Ulcerative colitis (UC), as a most common inflammatory bowel disease (IBD), has become a global public health concern. Exploring novel method of treating UC is urgent and necessary. Recently, nanozyme with excellent antioxidant properties may be one useful therapeutic strategy. In this study, a two-dimensional transition metal chalcogenide (TMCs) nano flake and polyethylene glycol (PEG) modified Mo₃Se₄ nano flakes (PMNFs) was synthesized, which had multi-enzyme activity, including peroxidase, glutathione peroxidase (GPx), superoxide dismutase (SOD), and catalase (CAT). The inhibition effect of PMNFs on sodium dextran sulfate (DSS)-induced colitis was explored. UC was effectively inhibited by PMNFs in this work. PMNFs significantly reduced disease activity index (DAI) score, including weight loss, colon shorten and histopathological abnormalities. The possible mechanism of PMNFs-attenuated colitis was investigated. The results showed that PMNFs reversed DSS-induced oxidative damage, and the antioxidant pathway Nrf2-keap1 signal was activated by PMNFs. Moreover, PMNFs suppressed the expression of pro-inflammatory factors including IL-1β, TNF-α, IFN-β and IL-6 via the inactivation of TLR4/NF-κB pathway in DSS-induced colitis and LPS-treated macrophage. Furthermore, PMNFs treatment prevented the reduction of tight junction proteins (ZO-1, occludin, and claudin-1) and mucin-2 (MUC-2) as well as the up-regulation of epithelial apoptosis caused by DSS. These findings demonstrate that the PMNFs against DSS-induced colitis due to its prevention on oxidative damage, inflammation, and intestine barrier breakdown. Thus, PMNFs have a potential application in the treatment of various oxidative stress or inflammation-related diseases.

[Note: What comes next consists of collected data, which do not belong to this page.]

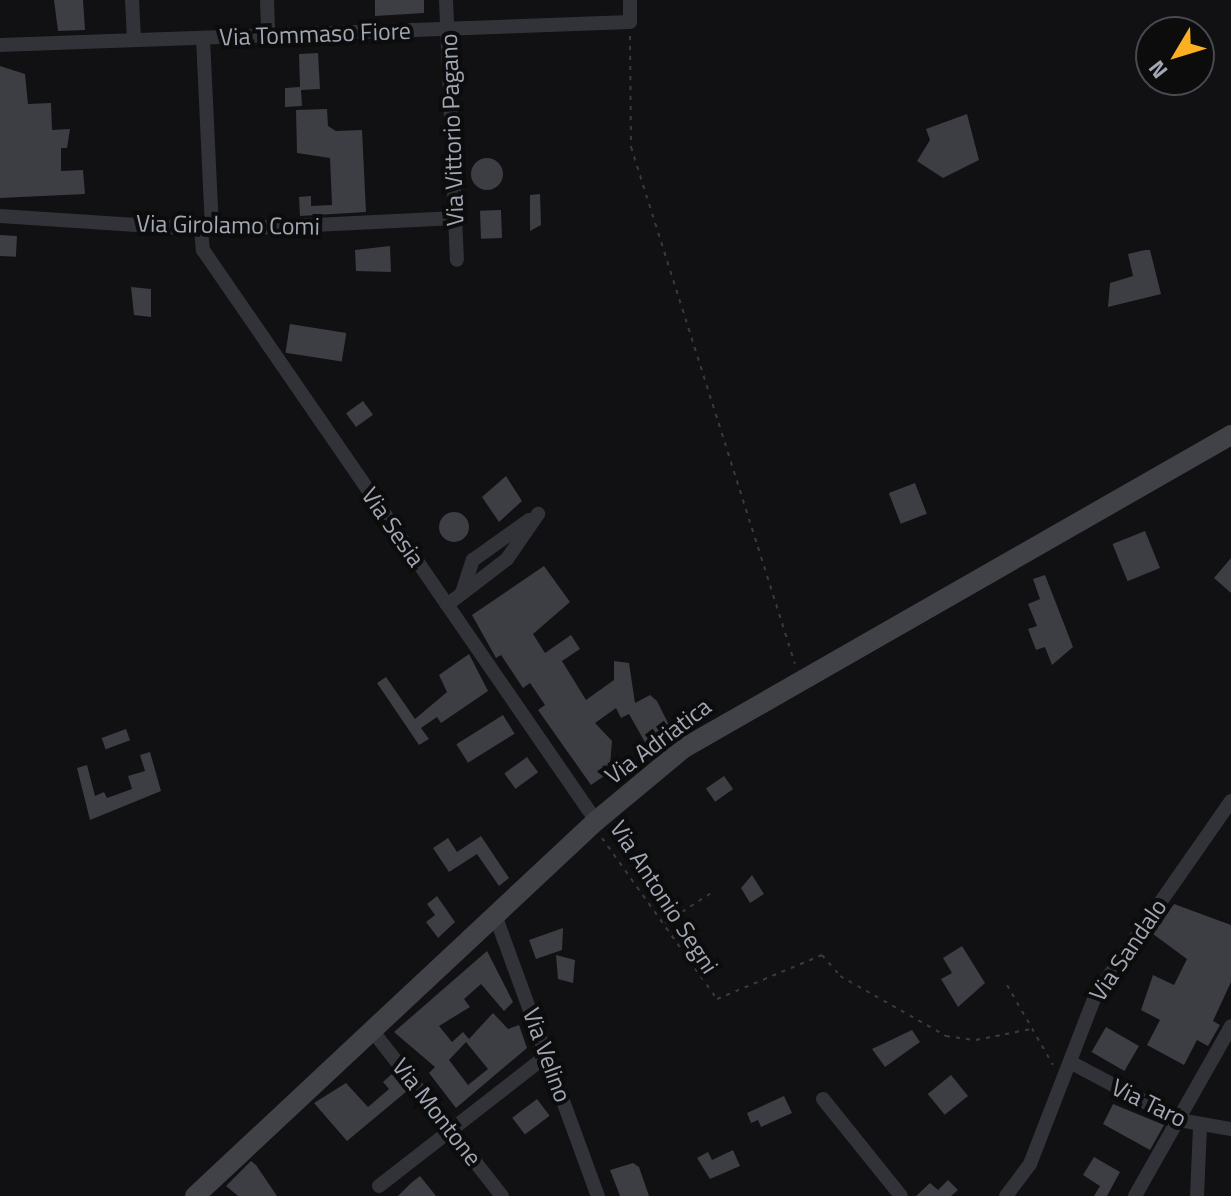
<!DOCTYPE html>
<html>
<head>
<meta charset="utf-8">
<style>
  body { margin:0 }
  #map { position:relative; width:1231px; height:1196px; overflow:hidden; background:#111113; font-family:"Titillium Web",sans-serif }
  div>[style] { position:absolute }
  .building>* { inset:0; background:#3d3e43; transform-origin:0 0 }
  .round { border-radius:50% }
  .path>* { height:2px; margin-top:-1px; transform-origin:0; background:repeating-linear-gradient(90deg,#383a3f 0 4px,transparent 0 10px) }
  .street>* { height:14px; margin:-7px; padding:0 7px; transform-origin:7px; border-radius:7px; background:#323338 }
  .secondary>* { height:20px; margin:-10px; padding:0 10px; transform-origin:10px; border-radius:10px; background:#404248 }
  span { translate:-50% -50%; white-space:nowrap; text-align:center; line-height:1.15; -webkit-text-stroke:8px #0c0c0d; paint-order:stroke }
  .street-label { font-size:24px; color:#a1a7b4 }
  .north { position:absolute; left:1135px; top:16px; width:80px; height:80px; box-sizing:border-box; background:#0c0c0d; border:2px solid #484a50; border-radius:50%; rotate:232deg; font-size:22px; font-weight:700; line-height:32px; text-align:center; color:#a1a7b4 }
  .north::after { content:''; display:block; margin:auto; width:28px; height:36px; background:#fbaf21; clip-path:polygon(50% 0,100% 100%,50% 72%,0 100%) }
</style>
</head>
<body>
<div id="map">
  <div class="building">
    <div style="clip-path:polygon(54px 0,83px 0,85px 30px,58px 31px)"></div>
    <div style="clip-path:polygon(375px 0,424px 0,424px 13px,375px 16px)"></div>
    <div style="clip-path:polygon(318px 53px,320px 89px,301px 90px,302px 106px,285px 107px,285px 88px,300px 87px,299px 54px)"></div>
    <div style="clip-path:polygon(0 66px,25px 74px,28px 104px,51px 103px,52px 130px,70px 129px,67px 148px,61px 148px,61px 171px,83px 170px,85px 194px,0 198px)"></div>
    <div style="clip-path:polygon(327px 109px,328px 126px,336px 131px,362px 130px,366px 212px,300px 216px,299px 197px,311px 196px,311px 206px,332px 205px,330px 158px,297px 153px,296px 110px)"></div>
    <div style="clip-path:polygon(967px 114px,979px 160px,943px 178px,917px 161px,930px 140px,926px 129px)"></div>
    <div class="round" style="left:471px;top:158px;width:32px;height:32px"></div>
    <div style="clip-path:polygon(540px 194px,541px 225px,530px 231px,530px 195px)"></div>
    <div style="left:501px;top:210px;width:28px;height:21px;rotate:88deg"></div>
    <div style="left:0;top:235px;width:17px;height:21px;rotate:3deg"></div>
    <div style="clip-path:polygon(390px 246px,391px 272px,356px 271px,355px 250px)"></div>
    <div style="clip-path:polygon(1145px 250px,1150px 250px,1161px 294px,1108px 307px,1110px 283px,1133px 276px,1128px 254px)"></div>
    <div style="clip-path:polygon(131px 287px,151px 289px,151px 317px,134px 315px)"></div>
    <div style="left:290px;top:324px;width:57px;height:29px;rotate:9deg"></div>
    <div style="left:363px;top:401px;width:17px;height:21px;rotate:54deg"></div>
    <div style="clip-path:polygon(506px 476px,522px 501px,499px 522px,482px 497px)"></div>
    <div style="left:915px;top:483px;width:33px;height:28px;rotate:69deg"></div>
    <div class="round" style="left:439px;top:512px;width:30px;height:30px"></div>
    <div style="left:1145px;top:531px;width:40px;height:35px;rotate:68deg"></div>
    <div style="clip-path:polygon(1231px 558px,1231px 593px,1214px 578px)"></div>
    <div style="clip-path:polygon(544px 566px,570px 602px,533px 634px,545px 653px,571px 635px,580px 649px,562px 661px,586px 700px,614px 680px,614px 661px,629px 663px,635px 703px,650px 695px,657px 701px,675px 737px,650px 751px,629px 714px,621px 718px,616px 708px,595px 723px,612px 741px,610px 765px,602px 766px,607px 774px,591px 785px,538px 710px,545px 705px,530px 683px,523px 688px,501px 655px,496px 658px,472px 615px)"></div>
    <div style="clip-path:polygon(1045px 575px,1073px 647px,1052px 665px,1045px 647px,1036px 650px,1028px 629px,1037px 626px,1028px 604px,1040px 599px,1033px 579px)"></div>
    <div style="clip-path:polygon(469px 654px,488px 691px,441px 723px,437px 717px,421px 728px,429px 739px,419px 745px,377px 683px,386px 677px,415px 719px,447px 692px,439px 675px)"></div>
    <div style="left:503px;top:715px;width:22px;height:55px;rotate:58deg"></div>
    <div style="left:126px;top:729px;width:12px;height:26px;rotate:70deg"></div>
    <div style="clip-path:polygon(150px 752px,161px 791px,90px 820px,77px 768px,87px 765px,95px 796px,104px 792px,107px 798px,132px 789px,128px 776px,145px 771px,140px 755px)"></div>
    <div style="left:527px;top:757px;width:19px;height:28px;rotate:54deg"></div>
    <div style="left:724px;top:776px;width:16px;height:22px;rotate:55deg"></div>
    <div style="clip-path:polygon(481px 836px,509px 878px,499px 886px,477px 854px,449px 872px,433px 848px,448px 838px,457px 852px)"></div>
    <div style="clip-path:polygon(752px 875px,764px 894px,750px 903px,741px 888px)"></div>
    <div style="clip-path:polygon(437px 896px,455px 922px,438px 938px,426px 922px,435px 915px,427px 904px)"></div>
    <div style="clip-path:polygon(1174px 904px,1231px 925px,1231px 982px,1213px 1021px,1220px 1025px,1208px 1046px,1197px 1040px,1184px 1065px,1147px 1045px,1160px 1020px,1141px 1010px,1153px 975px,1174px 985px,1187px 959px,1153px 934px)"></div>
    <div style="clip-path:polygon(563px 928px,562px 950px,536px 959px,529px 940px)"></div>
    <div style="clip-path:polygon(962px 946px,985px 983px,958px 1007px,941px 979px,952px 973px,943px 958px)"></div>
    <div style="clip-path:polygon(evenodd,487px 951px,513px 1002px,504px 1011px,481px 984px,464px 999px,470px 1007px,439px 1026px,452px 1042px,463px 1032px,469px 1039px,493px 1013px,508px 1029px,519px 1025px,527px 1048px,456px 1108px,429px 1073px,435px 1067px,394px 1032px,487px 951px,466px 1042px,488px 1069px,468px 1085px,449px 1060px,466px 1042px)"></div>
    <div style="clip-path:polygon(556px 955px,575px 960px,573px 983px,558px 979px)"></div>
    <div style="left:1106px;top:1027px;width:38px;height:29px;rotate:30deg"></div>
    <div style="clip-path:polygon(912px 1030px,920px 1042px,885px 1067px,872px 1049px)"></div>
    <div style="clip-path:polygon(393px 1073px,407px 1091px,347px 1141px,314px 1103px,346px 1083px,368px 1107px,389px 1089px,383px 1082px)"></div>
    <div style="left:951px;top:1075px;width:27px;height:30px;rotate:51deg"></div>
    <div style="clip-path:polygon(784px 1096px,792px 1113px,761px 1127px,758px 1120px,751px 1123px,747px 1113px)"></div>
    <div style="left:537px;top:1099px;width:21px;height:31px;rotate:53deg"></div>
    <div style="clip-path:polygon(1113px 1104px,1164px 1125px,1150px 1150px,1103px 1124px)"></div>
    <div style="clip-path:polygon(733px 1150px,740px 1166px,710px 1179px,697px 1158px,708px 1152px,712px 1160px)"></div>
    <div style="clip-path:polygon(1094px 1157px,1120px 1172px,1107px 1196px,1094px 1196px,1100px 1186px,1083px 1175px)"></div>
    <div style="clip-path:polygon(251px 1161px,256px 1165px,277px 1196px,238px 1196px,226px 1186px)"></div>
    <div style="clip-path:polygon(633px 1163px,639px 1167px,649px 1196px,620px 1196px,610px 1170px)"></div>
    <div style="clip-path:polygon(420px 1176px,436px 1196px,398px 1196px,411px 1183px)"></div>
    <div style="clip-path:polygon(948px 1180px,958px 1190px,951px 1196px,916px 1196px,930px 1183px,938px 1190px)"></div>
  </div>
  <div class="path">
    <div style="left:630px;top:36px;width:111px;rotate:89.5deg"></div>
    <div style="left:631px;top:147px;width:542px;rotate:72.4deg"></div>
    <div style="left:602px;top:838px;width:198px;rotate:54.5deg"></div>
    <div style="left:717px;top:999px;width:114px;rotate:-22.7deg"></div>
    <div style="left:822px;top:955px;width:28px;rotate:49deg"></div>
    <div style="left:840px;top:976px;width:122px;rotate:29.5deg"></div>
    <div style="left:946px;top:1036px;width:30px;rotate:8deg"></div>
    <div style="left:976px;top:1040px;width:56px;rotate:-11.3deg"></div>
    <div style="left:665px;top:923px;width:55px;rotate:-33.1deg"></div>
    <div style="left:1007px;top:985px;width:92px;rotate:60.1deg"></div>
  </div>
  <div class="street">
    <div style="left:132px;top:0;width:40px;rotate:87.1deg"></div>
    <div style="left:267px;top:0;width:35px;rotate:88deg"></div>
    <div style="left:446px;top:0;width:260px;rotate:87.6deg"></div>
    <div style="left:203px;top:38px;width:192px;rotate:87.3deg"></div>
    <div style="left:0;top:45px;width:630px;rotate:-2.09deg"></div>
    <div style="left:630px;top:22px;width:22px;rotate:-90deg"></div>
    <div style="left:0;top:216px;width:212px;rotate:3.8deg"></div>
    <div style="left:212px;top:230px;width:244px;rotate:-2.8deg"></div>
    <div style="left:201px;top:229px;width:21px;rotate:85deg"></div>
    <div style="left:203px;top:250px;width:693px;rotate:55.46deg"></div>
    <div style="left:462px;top:593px;width:35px;rotate:-72deg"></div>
    <div style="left:473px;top:560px;width:69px;rotate:-35.5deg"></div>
    <div style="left:447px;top:605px;width:76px;rotate:-37.5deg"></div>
    <div style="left:507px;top:559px;width:55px;rotate:-55.4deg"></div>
    <div style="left:495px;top:915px;width:299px;rotate:69.9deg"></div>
    <div style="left:371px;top:1029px;width:212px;rotate:51.9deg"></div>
    <div style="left:1070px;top:1062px;width:123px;rotate:28deg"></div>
    <div style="left:1179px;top:1120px;width:53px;rotate:9.8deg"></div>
    <div style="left:823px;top:1099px;width:124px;rotate:51.2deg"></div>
    <div style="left:379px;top:1186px;width:213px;rotate:-37.9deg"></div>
    <div style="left:1006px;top:1196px;width:40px;rotate:-53deg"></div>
    <div style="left:1030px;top:1164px;width:180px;rotate:-68.8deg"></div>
    <div style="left:1095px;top:996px;width:238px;rotate:-55.1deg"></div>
    <div style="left:1135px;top:1196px;width:195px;rotate:-60.5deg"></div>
    <div style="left:1197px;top:1196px;width:68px;rotate:-87.5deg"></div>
  </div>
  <div class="secondary">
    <div style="left:195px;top:1196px;width:549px;rotate:-43.08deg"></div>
    <div style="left:596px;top:821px;width:114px;rotate:-39.7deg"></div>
    <div style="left:684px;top:748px;width:630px;rotate:-29.78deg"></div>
  </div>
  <div class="street-label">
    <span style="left:315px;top:34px;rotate:-2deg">Via Tommaso Fiore</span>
    <span style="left:452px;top:130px;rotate:-92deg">Via Vittorio Pagano</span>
    <span style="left:228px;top:225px;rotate:1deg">Via Girolamo Comi</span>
    <span style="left:393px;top:527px;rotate:55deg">Via Sesia</span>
    <span style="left:658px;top:741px;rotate:-37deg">Via Adriatica</span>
    <span style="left:664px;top:897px;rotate:57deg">Via Antonio Segni</span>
    <span style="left:1128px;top:950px;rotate:-56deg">Via Sandalo</span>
    <span style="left:547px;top:1055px;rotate:70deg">Via Velino</span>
    <span style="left:1149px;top:1103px;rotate:26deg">Via Taro</span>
    <span style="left:437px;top:1112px;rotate:52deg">Via Montone</span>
  </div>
  <div class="north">N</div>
</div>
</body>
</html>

溃疡性结肠炎（UC）作为最常见的炎症性肠病（IBD），已成为全球公共卫生问题。探索治疗UC的新方法迫在眉睫。最近，具有优异抗氧化特性的纳米酶可能是一种有用的治疗策略。在这项研究中，二维过渡金属硫属化物 (TMCs) 纳米片和聚乙二醇 (PEG) 改性 Mo ₃ Se ₄合成了具有多种酶活性的纳米薄片（PMNFs），包括过氧化物酶、谷胱甘肽过氧化物酶（GPx）、超氧化物歧化酶（SOD）和过氧化氢酶（CAT）。探讨了 PMNFs 对葡聚糖硫酸钠 (DSS) 诱导的结肠炎的抑制作用。在这项工作中，PMNFs 有效地抑制了 UC。PMNFs 显着降低了疾病活动指数 (DAI) 评分，包括体重减轻、结肠缩短和组织病理学异常。研究了 PMNFs 减毒结肠炎的可能机制。结果表明，PMNFs逆转DSS诱导的氧化损伤，抗氧化途径Nrf2-keap1信号被PMNFs激活。此外，PMNFs 抑制促炎因子的表达，包括 IL-1β、TNF-α、IFN-β 和 IL-6 通过 DSS 诱导的结肠炎和 LPS 处理的巨噬细胞中 TLR4/NF-κB 通路的失活。此外，PMNFs 治疗阻止了紧密连接蛋白（ZO-1、occludin 和 claudin-1）和粘蛋白 2（MUC-2）的减少以及 DSS 引起的上皮细胞凋亡的上调。这些发现表明，PMNFs 可以对抗 DSS 诱导的结肠炎，因为它可以预防氧化损伤、炎症和肠道屏障破坏。因此，PMNFs 在治疗各种氧化应激或炎症相关疾病方面具有潜在的应用价值。这些发现表明，PMNFs 可以对抗 DSS 诱导的结肠炎，因为它可以预防氧化损伤、炎症和肠道屏障破坏。因此，PMNFs 在治疗各种氧化应激或炎症相关疾病方面具有潜在的应用价值。这些发现表明，PMNFs 可以对抗 DSS 诱导的结肠炎，因为它可以预防氧化损伤、炎症和肠道屏障破坏。因此，PMNFs 在治疗各种氧化应激或炎症相关疾病方面具有潜在的应用价值。